[Entries shown — start]
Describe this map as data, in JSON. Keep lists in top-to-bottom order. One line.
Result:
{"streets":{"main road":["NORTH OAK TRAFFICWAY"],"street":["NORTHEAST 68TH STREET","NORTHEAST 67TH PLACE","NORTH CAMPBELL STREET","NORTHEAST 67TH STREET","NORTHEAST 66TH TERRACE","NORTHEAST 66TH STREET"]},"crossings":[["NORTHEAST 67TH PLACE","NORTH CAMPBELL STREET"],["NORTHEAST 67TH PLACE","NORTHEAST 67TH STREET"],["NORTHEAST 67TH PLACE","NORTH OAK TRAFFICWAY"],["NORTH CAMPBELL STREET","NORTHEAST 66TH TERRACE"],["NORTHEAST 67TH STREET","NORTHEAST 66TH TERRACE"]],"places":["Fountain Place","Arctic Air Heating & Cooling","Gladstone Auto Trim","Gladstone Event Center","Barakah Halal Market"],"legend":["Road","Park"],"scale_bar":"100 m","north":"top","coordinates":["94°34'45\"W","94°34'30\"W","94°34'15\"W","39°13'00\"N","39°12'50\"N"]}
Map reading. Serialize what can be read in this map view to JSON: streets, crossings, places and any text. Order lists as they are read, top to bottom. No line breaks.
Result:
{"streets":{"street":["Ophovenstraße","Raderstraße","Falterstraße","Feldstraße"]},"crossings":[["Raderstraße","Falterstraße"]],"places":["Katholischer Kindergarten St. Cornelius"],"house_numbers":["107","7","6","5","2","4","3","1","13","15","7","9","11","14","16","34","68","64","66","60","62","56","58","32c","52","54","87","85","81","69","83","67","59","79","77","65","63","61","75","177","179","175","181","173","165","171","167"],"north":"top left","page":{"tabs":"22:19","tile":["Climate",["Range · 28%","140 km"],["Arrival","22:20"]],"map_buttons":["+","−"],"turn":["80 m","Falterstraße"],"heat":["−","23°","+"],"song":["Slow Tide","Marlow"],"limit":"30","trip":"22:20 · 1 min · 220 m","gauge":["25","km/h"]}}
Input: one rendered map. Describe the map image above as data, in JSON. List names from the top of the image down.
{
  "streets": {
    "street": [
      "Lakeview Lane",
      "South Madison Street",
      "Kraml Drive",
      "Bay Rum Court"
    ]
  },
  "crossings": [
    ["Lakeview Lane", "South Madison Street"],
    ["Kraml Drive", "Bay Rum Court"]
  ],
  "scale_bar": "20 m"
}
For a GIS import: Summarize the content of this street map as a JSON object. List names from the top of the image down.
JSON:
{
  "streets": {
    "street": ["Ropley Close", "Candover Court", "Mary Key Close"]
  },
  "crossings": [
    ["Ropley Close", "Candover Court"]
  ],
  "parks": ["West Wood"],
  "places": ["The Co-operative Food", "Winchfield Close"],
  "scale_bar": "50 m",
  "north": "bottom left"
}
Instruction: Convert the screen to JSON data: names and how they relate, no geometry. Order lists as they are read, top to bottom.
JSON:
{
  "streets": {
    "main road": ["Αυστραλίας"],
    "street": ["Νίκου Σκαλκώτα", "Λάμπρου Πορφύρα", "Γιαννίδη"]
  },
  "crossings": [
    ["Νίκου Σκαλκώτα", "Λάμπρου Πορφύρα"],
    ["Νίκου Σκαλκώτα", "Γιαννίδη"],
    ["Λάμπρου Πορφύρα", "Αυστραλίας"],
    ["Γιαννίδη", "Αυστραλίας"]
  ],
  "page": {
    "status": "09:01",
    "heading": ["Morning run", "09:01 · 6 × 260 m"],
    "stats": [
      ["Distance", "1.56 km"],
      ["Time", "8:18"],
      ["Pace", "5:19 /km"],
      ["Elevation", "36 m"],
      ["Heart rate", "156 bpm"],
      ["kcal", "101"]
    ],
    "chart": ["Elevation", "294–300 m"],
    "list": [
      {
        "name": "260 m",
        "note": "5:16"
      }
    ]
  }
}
[Entries shown — finish]
# Aim of the task
Copy out the data shown above in full. Match it exactly.

# Answer to this exercise
Describe this map as data, in JSON. Keep lists in top-to-bottom order. One line.
Result:
{"streets":{"main road":["NORTH OAK TRAFFICWAY"],"street":["NORTHEAST 68TH STREET","NORTHEAST 67TH PLACE","NORTH CAMPBELL STREET","NORTHEAST 67TH STREET","NORTHEAST 66TH TERRACE","NORTHEAST 66TH STREET"]},"crossings":[["NORTHEAST 67TH PLACE","NORTH CAMPBELL STREET"],["NORTHEAST 67TH PLACE","NORTHEAST 67TH STREET"],["NORTHEAST 67TH PLACE","NORTH OAK TRAFFICWAY"],["NORTH CAMPBELL STREET","NORTHEAST 66TH TERRACE"],["NORTHEAST 67TH STREET","NORTHEAST 66TH TERRACE"]],"places":["Fountain Place","Arctic Air Heating & Cooling","Gladstone Auto Trim","Gladstone Event Center","Barakah Halal Market"],"legend":["Road","Park"],"scale_bar":"100 m","north":"top","coordinates":["94°34'45\"W","94°34'30\"W","94°34'15\"W","39°13'00\"N","39°12'50\"N"]}
Map reading. Serialize what can be read in this map view to JSON: streets, crossings, places and any text. Order lists as they are read, top to bottom. No line breaks.
Result:
{"streets":{"street":["Ophovenstraße","Raderstraße","Falterstraße","Feldstraße"]},"crossings":[["Raderstraße","Falterstraße"]],"places":["Katholischer Kindergarten St. Cornelius"],"house_numbers":["107","7","6","5","2","4","3","1","13","15","7","9","11","14","16","34","68","64","66","60","62","56","58","32c","52","54","87","85","81","69","83","67","59","79","77","65","63","61","75","177","179","175","181","173","165","171","167"],"north":"top left","page":{"tabs":"22:19","tile":["Climate",["Range · 28%","140 km"],["Arrival","22:20"]],"map_buttons":["+","−"],"turn":["80 m","Falterstraße"],"heat":["−","23°","+"],"song":["Slow Tide","Marlow"],"limit":"30","trip":"22:20 · 1 min · 220 m","gauge":["25","km/h"]}}
Input: one rendered map. Describe the map image above as data, in JSON. List names from the top of the image down.
{
  "streets": {
    "street": [
      "Lakeview Lane",
      "South Madison Street",
      "Kraml Drive",
      "Bay Rum Court"
    ]
  },
  "crossings": [
    ["Lakeview Lane", "South Madison Street"],
    ["Kraml Drive", "Bay Rum Court"]
  ],
  "scale_bar": "20 m"
}
For a GIS import: Summarize the content of this street map as a JSON object. List names from the top of the image down.
JSON:
{
  "streets": {
    "street": ["Ropley Close", "Candover Court", "Mary Key Close"]
  },
  "crossings": [
    ["Ropley Close", "Candover Court"]
  ],
  "parks": ["West Wood"],
  "places": ["The Co-operative Food", "Winchfield Close"],
  "scale_bar": "50 m",
  "north": "bottom left"
}
Instruction: Convert the screen to JSON data: names and how they relate, no geometry. Order lists as they are read, top to bottom.
JSON:
{
  "streets": {
    "main road": ["Αυστραλίας"],
    "street": ["Νίκου Σκαλκώτα", "Λάμπρου Πορφύρα", "Γιαννίδη"]
  },
  "crossings": [
    ["Νίκου Σκαλκώτα", "Λάμπρου Πορφύρα"],
    ["Νίκου Σκαλκώτα", "Γιαννίδη"],
    ["Λάμπρου Πορφύρα", "Αυστραλίας"],
    ["Γιαννίδη", "Αυστραλίας"]
  ],
  "page": {
    "status": "09:01",
    "heading": ["Morning run", "09:01 · 6 × 260 m"],
    "stats": [
      ["Distance", "1.56 km"],
      ["Time", "8:18"],
      ["Pace", "5:19 /km"],
      ["Elevation", "36 m"],
      ["Heart rate", "156 bpm"],
      ["kcal", "101"]
    ],
    "chart": ["Elevation", "294–300 m"],
    "list": [
      {
        "name": "260 m",
        "note": "5:16"
      }
    ]
  }
}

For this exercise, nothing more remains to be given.